La frise est une mine exceptionnelle de renseignements sur le monde ancien, grâce à l'extrême précision des détails relatifs, par exemple, aux costumes, aux armements, aux ouvrages civils et militaires des Romains et des Daces. Elle nous offre aussi une image du fonctionnement de l'armée romaine en guerre, en faisant revivre sous nos yeux la construction des camps, des routes et des ponts, les sièges, les combats, les pillages, ou la vie des garnisons. Elle nous plonge ainsi dans une guerre dont nous voyons tous les détours et qui ne repose pas uniquement sur les batailles, comme celles de Tapa ou de Nicopolis, mais aussi sur les travaux du génie et sur les négociations officielles. Elle nous propose donc une image exacte et humaine de la conquête romaine ; on découvre les peines et les souffrances des soldats romains, l'acharnement des peuples daces à défendre leur liberté, leur guérilla désespérée dans les montagnes, leur suicide collectif au moment de la chute de leur capitale, le long exode des populations qui fuient l'occupation romaine. L'adversaire de Trajan, qu'il soit noble ou issu du peuple, n'est jamais ni diminué, ni méprisé, et la frise apparaît comme un irremplaçable document humain tout inspiré des philosophies de l'époque et tout imprégné du respect de l'homme et de l'humanité.

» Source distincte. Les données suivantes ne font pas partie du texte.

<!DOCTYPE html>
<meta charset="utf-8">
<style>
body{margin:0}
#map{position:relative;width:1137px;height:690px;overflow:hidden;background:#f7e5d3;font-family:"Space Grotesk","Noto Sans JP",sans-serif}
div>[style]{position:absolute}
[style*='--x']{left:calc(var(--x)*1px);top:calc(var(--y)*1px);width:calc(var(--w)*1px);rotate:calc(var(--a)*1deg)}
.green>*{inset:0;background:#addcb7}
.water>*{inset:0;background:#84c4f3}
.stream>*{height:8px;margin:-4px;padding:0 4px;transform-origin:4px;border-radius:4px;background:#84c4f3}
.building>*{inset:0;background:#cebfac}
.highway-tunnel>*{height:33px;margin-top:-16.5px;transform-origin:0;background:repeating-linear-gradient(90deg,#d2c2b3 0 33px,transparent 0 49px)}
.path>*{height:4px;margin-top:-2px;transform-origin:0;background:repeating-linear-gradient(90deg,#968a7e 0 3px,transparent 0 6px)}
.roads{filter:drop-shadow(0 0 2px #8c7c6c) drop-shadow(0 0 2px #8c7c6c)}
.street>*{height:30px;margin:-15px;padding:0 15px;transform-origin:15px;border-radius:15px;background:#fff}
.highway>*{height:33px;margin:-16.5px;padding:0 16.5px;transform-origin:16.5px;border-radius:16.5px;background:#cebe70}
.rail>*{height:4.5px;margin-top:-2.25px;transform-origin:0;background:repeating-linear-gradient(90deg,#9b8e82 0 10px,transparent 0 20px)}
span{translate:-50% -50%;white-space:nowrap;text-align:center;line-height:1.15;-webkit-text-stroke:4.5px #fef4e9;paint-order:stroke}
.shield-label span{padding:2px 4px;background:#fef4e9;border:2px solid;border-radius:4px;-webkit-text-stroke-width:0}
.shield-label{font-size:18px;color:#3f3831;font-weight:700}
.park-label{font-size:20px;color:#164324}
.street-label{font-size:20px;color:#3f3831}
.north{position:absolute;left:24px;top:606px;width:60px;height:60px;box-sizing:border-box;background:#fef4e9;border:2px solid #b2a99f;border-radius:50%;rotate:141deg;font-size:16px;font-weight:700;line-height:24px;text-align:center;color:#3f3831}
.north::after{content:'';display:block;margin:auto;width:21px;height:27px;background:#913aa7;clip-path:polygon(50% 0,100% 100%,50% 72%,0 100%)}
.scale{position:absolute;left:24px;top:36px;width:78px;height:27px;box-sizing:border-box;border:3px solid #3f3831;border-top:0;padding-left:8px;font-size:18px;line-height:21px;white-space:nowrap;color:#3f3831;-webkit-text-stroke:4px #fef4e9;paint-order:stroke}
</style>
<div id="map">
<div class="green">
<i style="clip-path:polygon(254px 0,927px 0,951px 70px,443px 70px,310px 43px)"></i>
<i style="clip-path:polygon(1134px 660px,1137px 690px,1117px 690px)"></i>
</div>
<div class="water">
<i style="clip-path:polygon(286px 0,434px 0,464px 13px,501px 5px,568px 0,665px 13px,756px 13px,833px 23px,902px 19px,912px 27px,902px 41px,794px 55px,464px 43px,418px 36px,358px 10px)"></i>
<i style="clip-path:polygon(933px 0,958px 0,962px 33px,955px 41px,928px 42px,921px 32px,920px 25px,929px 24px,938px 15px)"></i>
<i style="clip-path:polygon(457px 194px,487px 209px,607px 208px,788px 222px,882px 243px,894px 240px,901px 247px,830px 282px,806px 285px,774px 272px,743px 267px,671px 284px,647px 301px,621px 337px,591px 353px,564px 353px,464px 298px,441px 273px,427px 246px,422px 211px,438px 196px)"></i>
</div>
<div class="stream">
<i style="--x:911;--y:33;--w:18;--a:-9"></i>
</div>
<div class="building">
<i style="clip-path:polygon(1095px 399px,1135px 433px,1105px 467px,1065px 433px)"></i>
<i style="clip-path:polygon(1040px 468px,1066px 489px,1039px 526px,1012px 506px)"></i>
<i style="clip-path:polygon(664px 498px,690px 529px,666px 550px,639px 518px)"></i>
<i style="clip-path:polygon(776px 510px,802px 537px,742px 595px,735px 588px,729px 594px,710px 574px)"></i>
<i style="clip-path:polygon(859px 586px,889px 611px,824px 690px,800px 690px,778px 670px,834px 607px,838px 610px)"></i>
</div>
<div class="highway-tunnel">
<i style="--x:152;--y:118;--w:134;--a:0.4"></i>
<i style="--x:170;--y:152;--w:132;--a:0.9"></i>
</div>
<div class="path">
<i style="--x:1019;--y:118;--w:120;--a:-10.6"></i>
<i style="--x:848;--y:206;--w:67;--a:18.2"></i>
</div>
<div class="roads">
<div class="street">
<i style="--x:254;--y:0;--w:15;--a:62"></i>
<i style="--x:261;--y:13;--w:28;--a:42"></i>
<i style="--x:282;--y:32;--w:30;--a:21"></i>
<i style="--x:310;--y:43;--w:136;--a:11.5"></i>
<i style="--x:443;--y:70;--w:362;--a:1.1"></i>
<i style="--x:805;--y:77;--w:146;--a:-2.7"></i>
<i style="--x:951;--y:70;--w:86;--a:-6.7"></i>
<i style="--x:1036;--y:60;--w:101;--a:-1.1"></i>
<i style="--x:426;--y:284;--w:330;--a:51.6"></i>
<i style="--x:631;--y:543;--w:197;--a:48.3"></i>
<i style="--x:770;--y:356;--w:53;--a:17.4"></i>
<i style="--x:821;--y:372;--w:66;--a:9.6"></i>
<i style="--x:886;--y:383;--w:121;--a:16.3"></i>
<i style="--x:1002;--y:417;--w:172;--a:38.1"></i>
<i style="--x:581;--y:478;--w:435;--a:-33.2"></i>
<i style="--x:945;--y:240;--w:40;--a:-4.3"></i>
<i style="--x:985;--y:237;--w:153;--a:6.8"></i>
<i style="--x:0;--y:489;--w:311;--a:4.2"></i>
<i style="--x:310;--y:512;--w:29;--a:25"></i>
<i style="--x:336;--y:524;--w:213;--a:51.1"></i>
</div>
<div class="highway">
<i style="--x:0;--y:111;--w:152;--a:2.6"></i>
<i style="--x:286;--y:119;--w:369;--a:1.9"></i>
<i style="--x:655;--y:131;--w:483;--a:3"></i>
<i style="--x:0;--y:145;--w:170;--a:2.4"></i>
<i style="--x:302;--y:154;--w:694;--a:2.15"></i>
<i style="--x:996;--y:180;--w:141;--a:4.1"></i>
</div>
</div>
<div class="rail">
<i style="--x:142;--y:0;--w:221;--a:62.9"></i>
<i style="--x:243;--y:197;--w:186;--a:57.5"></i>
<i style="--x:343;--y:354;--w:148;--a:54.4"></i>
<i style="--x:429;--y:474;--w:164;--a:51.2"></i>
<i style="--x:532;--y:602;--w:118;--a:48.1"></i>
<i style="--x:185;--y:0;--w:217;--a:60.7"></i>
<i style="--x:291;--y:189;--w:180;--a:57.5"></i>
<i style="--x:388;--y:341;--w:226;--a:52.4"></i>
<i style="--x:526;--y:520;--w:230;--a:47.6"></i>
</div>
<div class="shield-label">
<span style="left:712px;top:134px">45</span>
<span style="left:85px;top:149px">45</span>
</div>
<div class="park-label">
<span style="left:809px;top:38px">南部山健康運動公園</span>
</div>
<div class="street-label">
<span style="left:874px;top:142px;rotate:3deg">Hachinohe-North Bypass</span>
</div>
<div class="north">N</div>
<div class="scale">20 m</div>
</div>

Mais la frise continue de la Colonne Trajane présente aussi un aspect cinématographique étonnant pour le spectateur moderne. La conception même du travail initial est déjà proche des méthodes du cinéma : le récit sculpté s'inspire en effet de près d'un texte rédigé par Trajan, et aujourd'hui perdu, les "Dacica" ou Conmentaires de la guerre des Daces, qui a été découpé, puis adapté et mis en images par une équipe de réalisateurs ; le découpage préalable était en effet nécessaire pour que les scènes sculptées occupent une longueur exacte de 200 m, déterminées à l'avance par la hauteur du fût et la largeur de la bande.

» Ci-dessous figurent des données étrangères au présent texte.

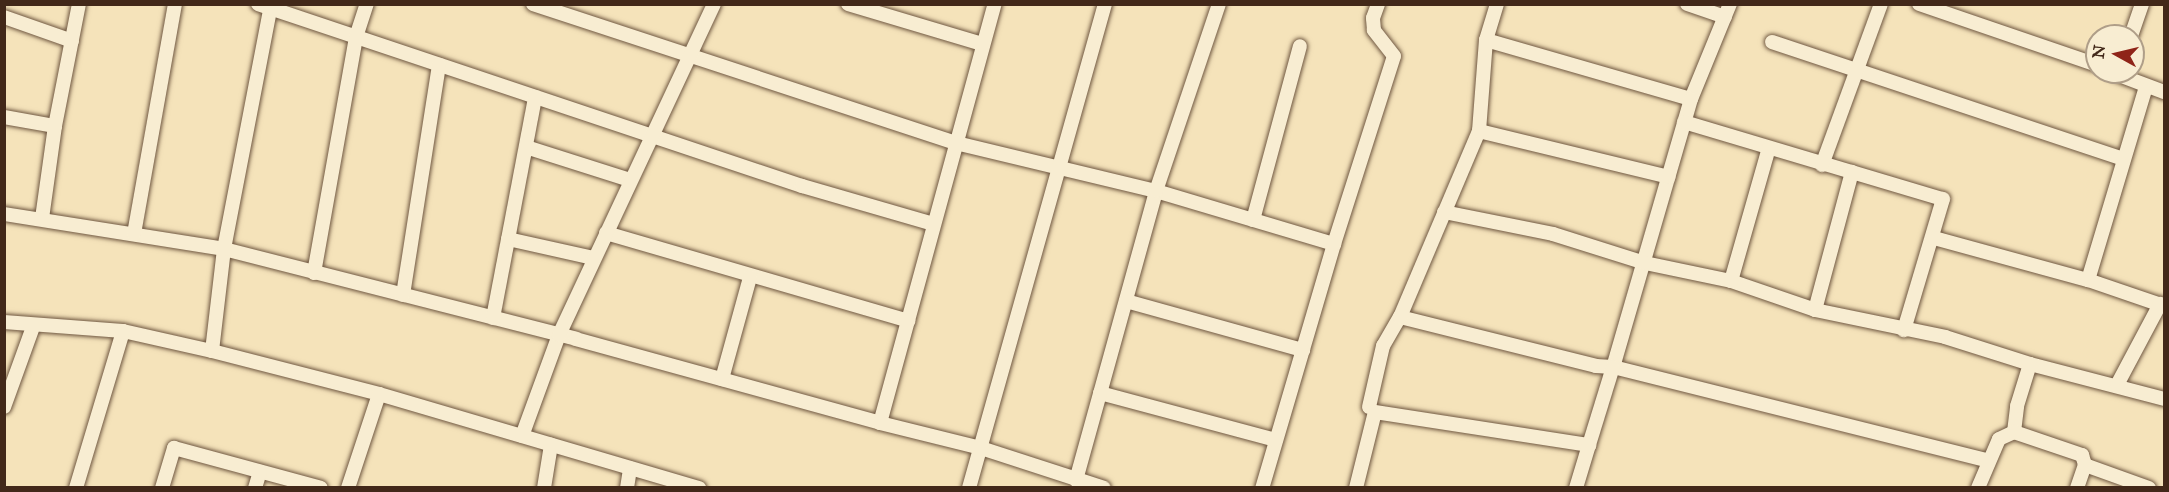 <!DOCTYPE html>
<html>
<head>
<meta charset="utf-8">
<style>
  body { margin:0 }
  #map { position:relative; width:2169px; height:492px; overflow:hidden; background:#f5e3ba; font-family:"IM FELL Great Primer",serif }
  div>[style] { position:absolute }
  .roads { filter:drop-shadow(0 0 2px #6f5741) drop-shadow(0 0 2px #6f5741) }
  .street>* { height:14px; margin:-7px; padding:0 7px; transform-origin:7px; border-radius:7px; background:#f8edd2 }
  span { translate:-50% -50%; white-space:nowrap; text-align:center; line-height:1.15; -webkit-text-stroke:6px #f8edd2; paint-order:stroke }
  .frame { position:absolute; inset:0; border:6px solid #422819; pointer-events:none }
  .north { position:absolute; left:2085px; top:24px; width:60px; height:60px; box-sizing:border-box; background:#f8edd2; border:2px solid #af9e88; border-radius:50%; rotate:278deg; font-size:16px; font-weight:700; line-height:24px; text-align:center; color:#422819 }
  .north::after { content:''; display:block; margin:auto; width:21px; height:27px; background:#8f2418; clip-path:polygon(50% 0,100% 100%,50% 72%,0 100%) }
</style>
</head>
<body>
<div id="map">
  <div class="roads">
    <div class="street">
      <i style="left:258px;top:4px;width:574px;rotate:18.5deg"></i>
      <i style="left:802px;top:186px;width:137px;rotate:16.1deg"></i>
      <i style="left:533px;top:4px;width:445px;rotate:18.2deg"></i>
      <i style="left:956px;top:143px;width:206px;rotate:13.5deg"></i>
      <i style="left:1156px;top:191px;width:186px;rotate:16.6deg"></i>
      <i style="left:1334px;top:244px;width:254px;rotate:106.4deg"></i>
      <i style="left:848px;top:4px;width:140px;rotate:16.6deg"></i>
      <i style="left:1497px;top:4px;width:38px;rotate:107deg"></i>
      <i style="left:1486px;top:40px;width:213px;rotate:16.1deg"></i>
      <i style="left:1691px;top:99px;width:103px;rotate:-67.7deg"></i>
      <i style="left:1687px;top:4px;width:40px;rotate:18.9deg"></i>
      <i style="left:1919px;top:4px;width:188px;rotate:18.9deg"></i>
      <i style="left:4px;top:17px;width:72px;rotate:19.4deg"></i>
      <i style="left:2131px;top:36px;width:34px;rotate:-71deg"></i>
      <i style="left:1772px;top:42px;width:370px;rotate:18.4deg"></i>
      <i style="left:2111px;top:72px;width:57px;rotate:20.7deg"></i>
      <i style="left:1691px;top:99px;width:279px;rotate:106.2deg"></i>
      <i style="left:1613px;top:367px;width:385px;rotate:14deg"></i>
      <i style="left:4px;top:117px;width:52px;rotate:10deg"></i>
      <i style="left:55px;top:126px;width:93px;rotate:98deg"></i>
      <i style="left:1684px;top:122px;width:270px;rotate:16.6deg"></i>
      <i style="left:1943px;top:199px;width:137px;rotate:106.6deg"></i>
      <i style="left:55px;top:126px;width:124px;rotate:-78.9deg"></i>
      <i style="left:1479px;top:131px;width:91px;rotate:-85.6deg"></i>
      <i style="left:526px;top:147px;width:109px;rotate:17.6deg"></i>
      <i style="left:1822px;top:165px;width:171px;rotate:-69.9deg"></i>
      <i style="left:1444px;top:212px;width:111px;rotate:11.4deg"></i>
      <i style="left:1553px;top:234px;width:96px;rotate:17.5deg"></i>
      <i style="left:1645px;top:263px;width:88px;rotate:11.8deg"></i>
      <i style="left:1731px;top:281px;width:89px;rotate:19deg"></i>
      <i style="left:1815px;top:310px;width:133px;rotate:11.7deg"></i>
      <i style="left:1945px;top:337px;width:89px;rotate:17.6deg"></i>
      <i style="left:2030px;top:364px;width:138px;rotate:14.6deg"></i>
      <i style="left:4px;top:214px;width:223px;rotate:9deg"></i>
      <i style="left:224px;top:249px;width:363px;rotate:14.3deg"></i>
      <i style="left:576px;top:339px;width:315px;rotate:15.4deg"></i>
      <i style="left:880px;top:423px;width:434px;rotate:-74.7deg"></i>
      <i style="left:1253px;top:220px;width:180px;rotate:-74.9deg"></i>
      <i style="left:606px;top:233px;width:315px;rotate:16.2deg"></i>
      <i style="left:134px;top:234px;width:234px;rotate:-79.9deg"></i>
      <i style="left:1934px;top:238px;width:160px;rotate:15.3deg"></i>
      <i style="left:2088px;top:280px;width:80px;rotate:18.9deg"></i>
      <i style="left:508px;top:239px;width:88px;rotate:12.5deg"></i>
      <i style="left:1334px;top:244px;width:197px;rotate:-72.3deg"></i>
      <i style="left:1394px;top:56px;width:33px;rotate:-128deg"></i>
      <i style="left:1374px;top:30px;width:12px;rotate:-95deg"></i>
      <i style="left:1373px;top:18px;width:15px;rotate:-70deg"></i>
      <i style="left:314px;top:273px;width:240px;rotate:-79.9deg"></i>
      <i style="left:356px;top:37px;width:35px;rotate:-72deg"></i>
      <i style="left:2088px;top:280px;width:202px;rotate:-73.3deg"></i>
      <i style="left:1731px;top:281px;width:138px;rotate:-74.1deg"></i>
      <i style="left:403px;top:295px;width:233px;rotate:-81.1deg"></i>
      <i style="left:1126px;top:301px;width:184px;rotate:15.5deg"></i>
      <i style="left:1815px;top:310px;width:143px;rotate:-75deg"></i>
      <i style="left:1400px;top:317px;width:202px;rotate:14deg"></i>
      <i style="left:1596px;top:366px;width:17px;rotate:3deg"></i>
      <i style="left:1613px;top:367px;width:82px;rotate:107.1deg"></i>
      <i style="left:493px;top:318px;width:225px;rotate:-79.2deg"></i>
      <i style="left:4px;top:322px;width:119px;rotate:4.3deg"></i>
      <i style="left:123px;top:331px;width:91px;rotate:12.7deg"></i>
      <i style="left:212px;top:351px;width:172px;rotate:14.4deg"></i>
      <i style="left:379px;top:394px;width:334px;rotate:16.4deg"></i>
      <i style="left:212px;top:351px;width:103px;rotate:-83.3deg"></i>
      <i style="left:224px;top:249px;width:249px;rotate:-79.1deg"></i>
      <i style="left:722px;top:379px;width:106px;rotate:-74.6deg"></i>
      <i style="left:2117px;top:385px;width:92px;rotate:-62deg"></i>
      <i style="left:1100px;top:393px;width:181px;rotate:15deg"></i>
      <i style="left:4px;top:407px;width:85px;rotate:-70.1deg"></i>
      <i style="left:1369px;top:407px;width:63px;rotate:-77.1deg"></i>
      <i style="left:1383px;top:346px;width:34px;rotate:-60deg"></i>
      <i style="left:1400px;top:317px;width:202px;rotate:-67deg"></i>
      <i style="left:1479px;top:131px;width:195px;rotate:13.6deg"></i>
      <i style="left:880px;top:423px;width:104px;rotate:13.9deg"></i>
      <i style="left:981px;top:448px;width:129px;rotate:18deg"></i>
      <i style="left:2014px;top:432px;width:26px;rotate:-83deg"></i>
      <i style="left:2017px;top:406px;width:44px;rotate:-72.8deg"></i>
      <i style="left:522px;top:436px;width:108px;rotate:-69.9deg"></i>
      <i style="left:559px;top:335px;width:365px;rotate:-64.9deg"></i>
      <i style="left:1076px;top:480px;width:300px;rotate:-74.5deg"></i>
      <i style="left:1156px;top:191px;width:197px;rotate:-71.4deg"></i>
      <i style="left:76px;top:488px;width:164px;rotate:-73.3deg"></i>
      <i style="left:162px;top:488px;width:42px;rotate:-73.3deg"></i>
      <i style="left:174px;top:448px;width:152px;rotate:15.2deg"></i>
      <i style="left:255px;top:488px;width:17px;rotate:-73deg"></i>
      <i style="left:348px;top:488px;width:99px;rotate:-71.7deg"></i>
      <i style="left:544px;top:488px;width:44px;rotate:-80.8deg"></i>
      <i style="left:627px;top:488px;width:20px;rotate:-81deg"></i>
      <i style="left:969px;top:488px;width:503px;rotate:-74.31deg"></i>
      <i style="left:1356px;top:488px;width:78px;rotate:-76deg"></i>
      <i style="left:1375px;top:412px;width:217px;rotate:8.8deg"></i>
      <i style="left:1589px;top:445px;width:45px;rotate:106.8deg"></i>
      <i style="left:1978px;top:488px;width:53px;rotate:-66.8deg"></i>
      <i style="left:1999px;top:439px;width:17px;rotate:-25deg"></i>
      <i style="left:2014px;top:432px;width:72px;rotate:18.7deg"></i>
      <i style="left:2082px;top:455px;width:10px;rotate:73deg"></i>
      <i style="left:2085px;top:465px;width:68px;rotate:19.8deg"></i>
      <i style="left:2077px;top:488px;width:24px;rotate:-71deg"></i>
    </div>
  </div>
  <div class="frame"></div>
  <div class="north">N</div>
</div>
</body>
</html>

A l'intérieur même du récit apparaissent de nombreux traits propres au cinéma: les déplacements, par exemple, sont souvent décomposés en une succession d'images qui évoquent le mouvement (XXIV 56/58) ; les plans moyens sont les plus nombreux, mais le sculpteur sait aussi présenter des gros plans (III, 11) et de grands plans d'ensemble (CXIII, CXIV, 304 à 307) ; certaines scènes évoquent les angles plongés (XLII, 114) ou contre-plongés (LXX, 177-179) du cinéma, d'autres font penser aux surimpressions et aux trucages (LXII, LXIII, 149 à 154).

On peut même trouver sur la frise continue l'équivalent des travellings (CXLIII, CXLIV, CXLV), des panoramiques (I à III) ou des procédés de liaisons, tels le fondu au noir ou le cut (XXIV-XXV). Le son lui-même est évoqué avec la plus grande précision, les discours de Trajan sont suivis d'actions qui font comprendre ses paroles, les trompettes éclatent brusquement (VIIl, IX, 24, 26), on devine les rumeurs de l'armée en marche (XXIII, 55), on entend le cri des blessés et les clameurs des soldats au combat (XL, 101 à 103). Cette tendance très réaliste se développera encore sur les colonnes construites à l'imitation de la Colonne Trajane, comme par exemple, la Colonne Antonine. Enfin, le montage de la colonne Trajane est lui aussi de carac tère cinématographique; comme dans les grands westerns, on voit souvent alterner sur la frise les actions des Romains et celles des Daces jusqu'au moment de l'affrontement (XCII à XCV) ; le spectateur peut suivre, grâce à ce montage parallèle, ce qui se passe au même instant en des endroits différents.

Par sa précision dans le détail, par sa valeur humaine, par sa conception originale et moderne, la Colonne Trajane est donc un monument exceptionnel. Dressée encore au centre de Rome, elle nous apparaît comme le symbole d'un moyen nouveau d'expression que d'autres sculpteurs n'allaient pas tarder à imiter, tant à Rome même (colonne de Marc-Aurèle), qu'à Constantinople (colonne de Théodose I et la colonne d'Arcadius). Elle nous laisse aussi une image éternelle de celui que les contempo rains appelèrent "le meilleur des princes", l'Empereur Trajan, conquérant, Mais humain, qu'elle nous présente toujours comme il voulait être, au milieu de ses soldats et de ses conseillers (CIV, 274) proche des hommes et accessible à leurs prières, plus homme lui-même qu'Empereur divinisé.